My David was no prince either.
He married his high school sweetheart. The pair of them were cross-eyed in love like Romeo
and Juliet. Only their tragedy was a string of miscarriages. But Sandy was stubborn. She
put it all into trying to conceive and had no more success than a mule until finally, when
she was forty and ready to give up, along came Janey.
Our Janey was as stubborn
as her ma and then some. She never had a lick of common sense. She fell for the some day
her prince thing hook, line, and sinker. By that time, Disney had a slew of modern princesses
of different skin colors who went on adventures on their own and rowed canoes and carried
swords. But Janey loved the originals, the kind that spent half the story fast asleep.
Sleeping Beauty. Snow White. From the time she was little, she'd say, "Look, Gran, I'm
sleeping! I'm waiting for my prince to come wake me up!" When I pointed out
that her prince better not catch her napping, or she might miss him, she said, "Don't worry,
Gran, if it's my destiny, I'll know."
When Janey graduated from Disney to country music, nothing changed.
Those songs are full of beer and whiskey, cheatin', broken promises, and broken hearts.

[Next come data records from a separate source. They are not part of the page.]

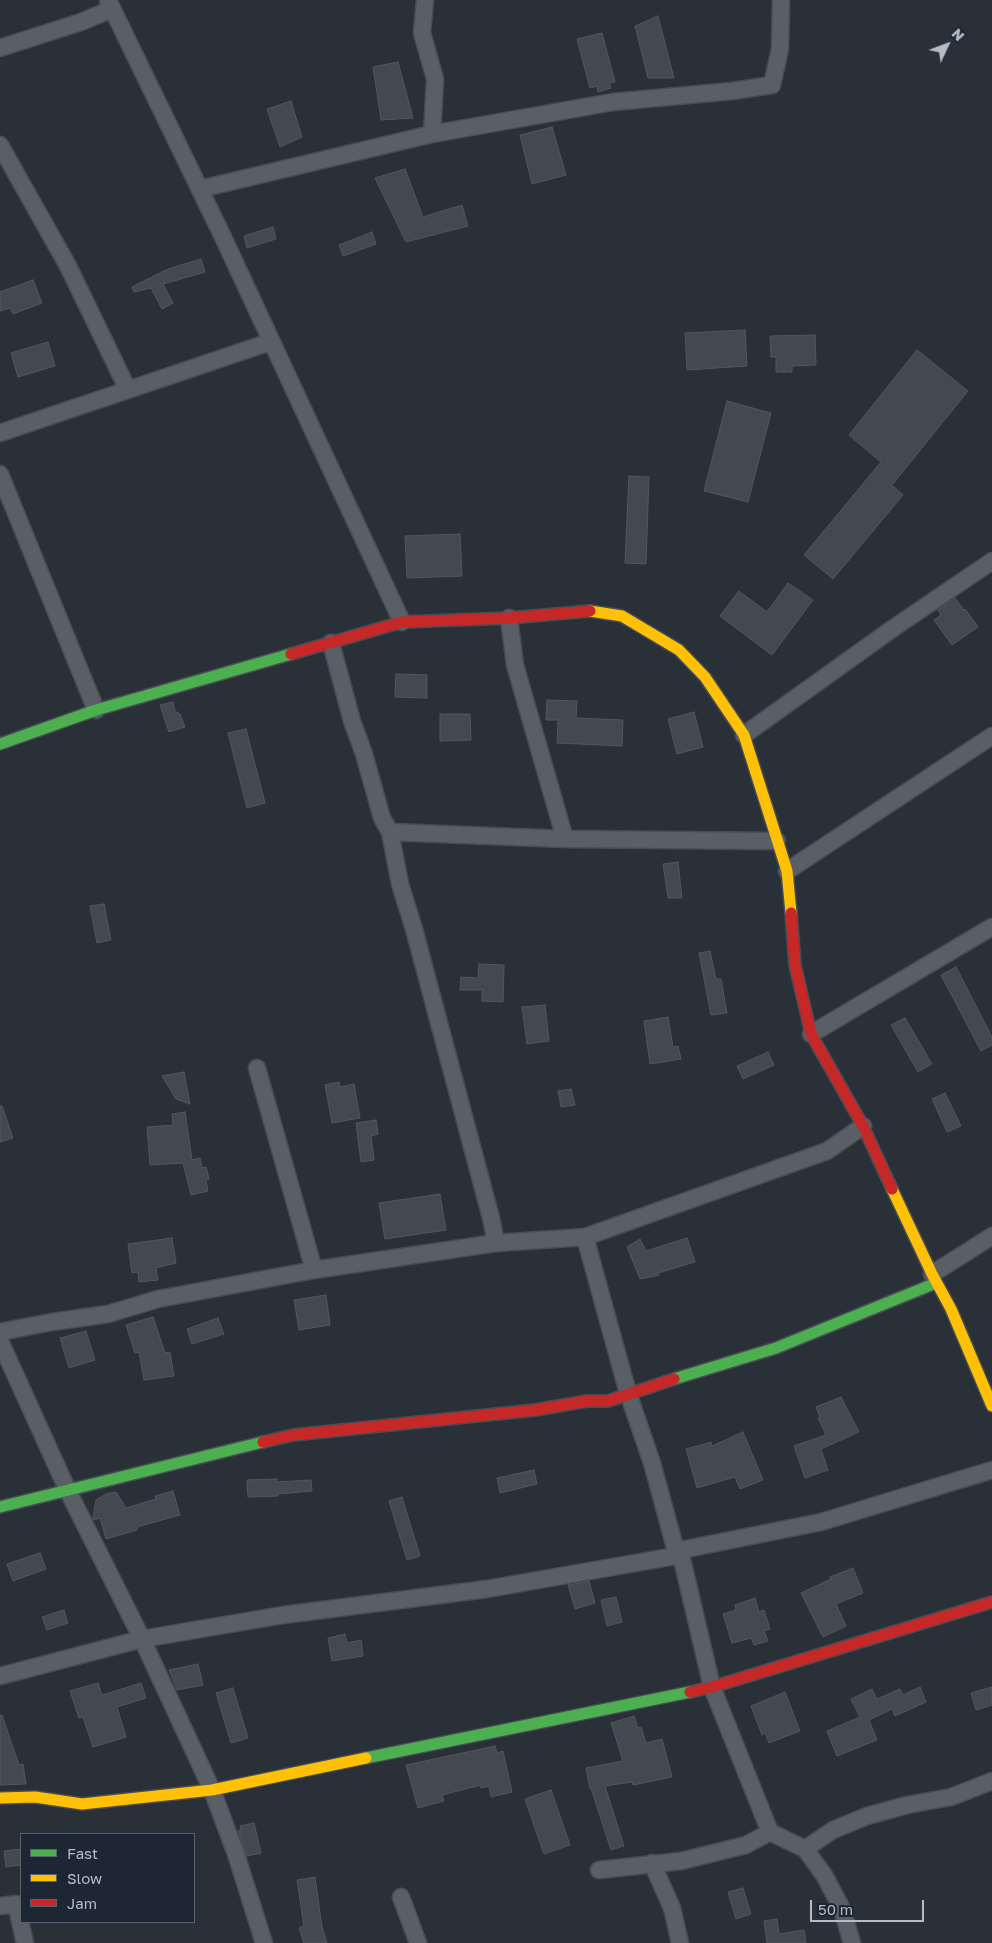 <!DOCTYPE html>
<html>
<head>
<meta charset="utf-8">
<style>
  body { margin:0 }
  #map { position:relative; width:992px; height:1943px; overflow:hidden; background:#2a3038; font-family:"Golos Text",sans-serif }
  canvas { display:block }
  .legend { position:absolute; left:20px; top:1833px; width:175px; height:90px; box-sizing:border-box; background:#1d2633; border:1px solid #59626f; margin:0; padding:6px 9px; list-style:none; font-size:15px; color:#b4bcc9 }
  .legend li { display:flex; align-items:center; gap:10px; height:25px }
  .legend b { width:25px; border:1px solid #59626f }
  .north { position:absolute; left:922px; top:20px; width:50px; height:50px; -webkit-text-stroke:4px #1d2633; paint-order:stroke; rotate:47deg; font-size:14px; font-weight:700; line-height:20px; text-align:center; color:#b4bcc9 }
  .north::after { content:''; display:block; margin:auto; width:18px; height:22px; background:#b4bcc9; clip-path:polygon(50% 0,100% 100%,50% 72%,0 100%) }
  .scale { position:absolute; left:810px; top:1900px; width:114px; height:22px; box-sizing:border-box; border:2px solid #b4bcc9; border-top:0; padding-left:6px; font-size:15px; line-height:18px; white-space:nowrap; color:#b4bcc9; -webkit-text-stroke:4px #1d2633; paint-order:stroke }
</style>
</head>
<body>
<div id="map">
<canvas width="992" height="1943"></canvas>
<ul class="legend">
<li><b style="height:6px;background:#4caf50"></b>Fast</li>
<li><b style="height:6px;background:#ffc107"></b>Slow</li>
<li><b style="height:6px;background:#c62828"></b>Jam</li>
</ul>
<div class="north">N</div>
<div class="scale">50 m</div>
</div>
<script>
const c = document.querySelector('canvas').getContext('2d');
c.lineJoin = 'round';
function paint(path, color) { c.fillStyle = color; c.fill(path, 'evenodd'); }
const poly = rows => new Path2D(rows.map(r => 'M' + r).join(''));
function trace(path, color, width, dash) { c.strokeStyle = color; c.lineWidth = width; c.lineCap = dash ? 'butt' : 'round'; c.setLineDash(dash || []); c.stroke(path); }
const building = poly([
  [658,16,674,78,648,78,635,26,658,16],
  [602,33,615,82,609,83,611,88,598,92,597,86,590,88,577,39,602,33],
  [398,62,413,118,381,120,373,67,398,62],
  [291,101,302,137,280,147,267,109,291,101],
  [552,127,566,175,532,184,520,135,552,127],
  [405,169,423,217,462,205,468,226,406,242,375,178,405,169],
  [273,227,276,239,247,248,244,236,273,227],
  [372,232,376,244,343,256,339,245,372,232],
  [201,259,205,272,163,284,173,303,162,309,151,288,134,292,132,287,168,269,201,259],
  [33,280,42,303,13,314,10,308,0,311,0,292,33,280],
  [745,330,747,366,687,370,685,333,745,330],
  [815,335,816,365,792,366,792,372,776,372,776,357,771,357,770,336,815,335],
  [48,342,55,366,18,377,11,353,48,342],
  [917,350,968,391,892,485,903,495,833,579,804,555,881,462,849,435,917,350],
  [727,401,771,413,748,502,704,491,727,401],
  [629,476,649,477,646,564,625,563,629,476],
  [460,534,462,576,407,578,405,536,460,534],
  [788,583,813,600,772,655,720,616,739,591,767,612,788,583],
  [955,598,964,610,965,609,978,627,952,645,934,620,941,615,938,610,955,598],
  [396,674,427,675,427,698,395,697,396,674],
  [547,700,577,701,576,718,623,720,622,746,557,743,558,720,546,720,547,700],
  [173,702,175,711,180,714,185,727,169,732,160,705,173,702],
  [694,712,703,747,677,754,668,719,694,712],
  [440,714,470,714,471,740,440,741,440,714],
  [246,729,265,803,247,808,228,733,246,729],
  [678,862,682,898,668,898,663,864,678,862],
  [104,904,111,940,97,943,90,906,104,904],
  [710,951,716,979,721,979,727,1013,711,1015,699,953,710,951],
  [479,964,504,965,503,1002,482,1001,482,990,460,990,461,977,478,978,479,964],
  [956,967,992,1037,992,1045,981,1051,941,975,956,967],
  [545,1005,549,1041,527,1044,522,1007,545,1005],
  [668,1017,673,1047,678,1046,681,1059,650,1064,644,1021,668,1017],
  [905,1018,932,1064,918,1072,891,1025,905,1018],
  [768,1052,774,1065,743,1079,737,1066,768,1052],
  [184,1072,190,1104,176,1099,162,1076,184,1072],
  [339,1082,340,1087,354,1084,360,1118,332,1123,325,1085,339,1082],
  [571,1089,575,1105,561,1107,558,1091,571,1089],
  [945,1093,961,1126,947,1132,932,1099,945,1093],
  [0,1106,2,1106,13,1138,0,1142,0,1106],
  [185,1112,192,1160,200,1158,202,1168,206,1167,209,1179,206,1180,208,1191,191,1195,183,1163,150,1165,147,1127,173,1125,172,1114,185,1112],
  [376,1120,378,1134,371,1136,374,1160,361,1162,356,1123,376,1120],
  [440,1194,446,1230,385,1239,379,1203,440,1194],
  [172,1238,176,1263,156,1268,158,1280,139,1282,138,1272,132,1273,128,1244,172,1238],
  [687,1238,695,1262,658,1273,659,1275,640,1279,627,1247,640,1239,646,1251,687,1238],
  [326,1295,330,1325,299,1330,294,1300,326,1295],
  [153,1317,165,1353,170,1352,174,1376,144,1380,139,1352,135,1353,126,1325,153,1317],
  [218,1318,224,1334,192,1344,187,1329,218,1318],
  [86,1331,95,1360,69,1368,60,1338,86,1331],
  [841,1397,859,1432,821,1449,828,1470,805,1478,794,1446,826,1435,818,1418,820,1417,816,1407,841,1397],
  [743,1432,763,1480,740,1489,735,1477,697,1488,686,1449,711,1442,712,1446,743,1432],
  [534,1470,537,1484,500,1493,497,1478,534,1470],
  [277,1479,277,1482,311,1480,312,1491,277,1494,278,1496,248,1497,247,1480,277,1479],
  [173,1491,180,1515,137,1527,137,1530,106,1539,100,1518,94,1520,93,1518,96,1500,106,1494,116,1492,126,1508,156,1499,155,1496,173,1491],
  [402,1497,420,1556,407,1560,389,1501,402,1497],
  [40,1553,46,1569,13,1581,7,1564,40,1553],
  [853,1568,863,1593,836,1604,846,1626,823,1637,801,1593,831,1579,830,1577,853,1568],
  [589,1581,595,1603,575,1609,568,1585,589,1581],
  [616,1597,622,1622,607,1626,601,1600,616,1597],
  [755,1598,759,1612,764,1610,770,1629,764,1631,768,1641,754,1645,751,1638,732,1643,723,1614,736,1610,735,1605,755,1598],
  [64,1610,68,1623,47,1630,42,1617,64,1610],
  [345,1634,347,1643,361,1640,363,1656,332,1661,328,1638,345,1634],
  [198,1664,203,1685,177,1690,169,1670,198,1664],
  [98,1683,102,1695,141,1683,146,1698,117,1707,126,1737,93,1747,83,1717,79,1718,70,1691,98,1683],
  [920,1687,926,1702,895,1716,892,1709,869,1720,877,1740,837,1756,827,1731,860,1717,851,1699,872,1689,877,1699,900,1689,903,1695,920,1687],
  [992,1687,992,1705,976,1710,971,1693,992,1687],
  [233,1688,248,1738,231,1743,216,1693,233,1688],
  [785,1692,800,1731,769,1743,765,1733,762,1735,751,1706,785,1692],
  [2,1715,19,1765,23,1764,26,1784,0,1785,0,1716,2,1715],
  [634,1716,638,1728,641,1727,646,1743,662,1739,672,1777,633,1785,632,1782,605,1786,624,1846,611,1850,591,1788,590,1789,586,1768,623,1761,611,1723,634,1716],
  [495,1746,497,1753,503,1751,512,1792,491,1797,489,1786,481,1788,481,1785,442,1795,444,1801,418,1808,406,1765,495,1746],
  [551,1790,570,1845,544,1854,525,1799,551,1790],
  [254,1823,261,1853,247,1856,238,1830,241,1830,240,1826,254,1823],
  [21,1849,21,1865,6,1867,4,1851,21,1849],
  [315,1877,322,1927,327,1943,304,1943,299,1928,304,1926,297,1880,315,1877],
  [743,1888,751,1914,736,1919,728,1892,743,1888],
  [777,1919,779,1934,804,1930,806,1943,767,1943,764,1921,777,1919]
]);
const street = poly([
  [108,0,223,237,402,622],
  [425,0,422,33,435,79,432,134],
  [0,48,81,22,112,9],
  [0,145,68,266,128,390],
  [200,189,432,134,613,102,732,91,772,85,780,49,781,0],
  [0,433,270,342],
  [0,474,96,710],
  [509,618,515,665,565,839],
  [331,643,352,721,364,754,382,818,390,832,400,884,414,929,491,1218,496,1243],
  [744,735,892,629,992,561],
  [390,832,565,839,777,841],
  [787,871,992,736],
  [811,1034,992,927],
  [257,1068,314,1270],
  [585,1237,628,1393,652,1463,676,1551,681,1555,712,1687,770,1832,805,1849,824,1875,842,1909,852,1943],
  [932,1274,992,1236],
  [0,1332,52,1322,108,1314,158,1299,314,1270,496,1243,585,1237,827,1151,863,1126],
  [0,1341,68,1491,142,1639,212,1790,236,1854,264,1943],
  [676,1551,821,1522,992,1470],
  [0,1676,142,1639,283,1615,487,1589,681,1555],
  [805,1849,833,1830,867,1816,907,1805,951,1797,992,1781],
  [652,1863,672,1908,680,1943],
  [599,1870,681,1861,746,1845,770,1832],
  [401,1897,418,1943],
  [0,1906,16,1904,25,1943]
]);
const fast = poly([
  [0,744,96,710,291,654],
  [674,1379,776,1348,936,1283],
  [0,1507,263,1442],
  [366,1758,690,1692]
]);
const slow = poly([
  [590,611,622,616,679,650,705,677,744,735,787,871,791,913],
  [892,1189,932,1274,951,1309,992,1406],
  [0,1798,35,1797,82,1804,212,1790,366,1758]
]);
const jam = poly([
  [291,654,402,622,509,618,590,611],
  [791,913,795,965,811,1034,863,1126,892,1189],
  [263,1442,293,1435,535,1410,587,1401,608,1401,674,1379],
  [690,1692,712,1687,992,1602]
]);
paint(building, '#444950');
trace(building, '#52575f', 1);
trace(street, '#484c53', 19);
trace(fast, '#484c53', 14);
trace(slow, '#484c53', 14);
trace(jam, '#484c53', 14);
trace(street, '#5a5e66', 16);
trace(fast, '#4caf50', 11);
trace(slow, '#ffc107', 11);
trace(jam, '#c62828', 11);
</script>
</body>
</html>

Call it alcoholism, adultery, and domestic violence, it's not so pretty. They can sing
about pickup trucks and lonesome trains all they want. But singin' lies so sweet that young
girls believe them is somethin' else. Men who are sorry for real. Women whose forgiveness
is rewarded. Men who actually stop losin' their temper and usin' their fists when they
get mad. Men who give up booze for the love of a woman. Men who come back years after a
one-night stand to take care of the woman and their baby.
"Real life don't work
that way, Janey," I'd say. "Besides, you know all the boys around here. Where do you think
your prince is going to come from?"
"Away, Gran," Janey
would tell me.
"Ride
up on his white horse and carry you away, huh?" I would ask, foolishly hoping
this time she'd see how ridiculous the whole thing was.
"You know better, Gran," she'd say. "White pickup truck."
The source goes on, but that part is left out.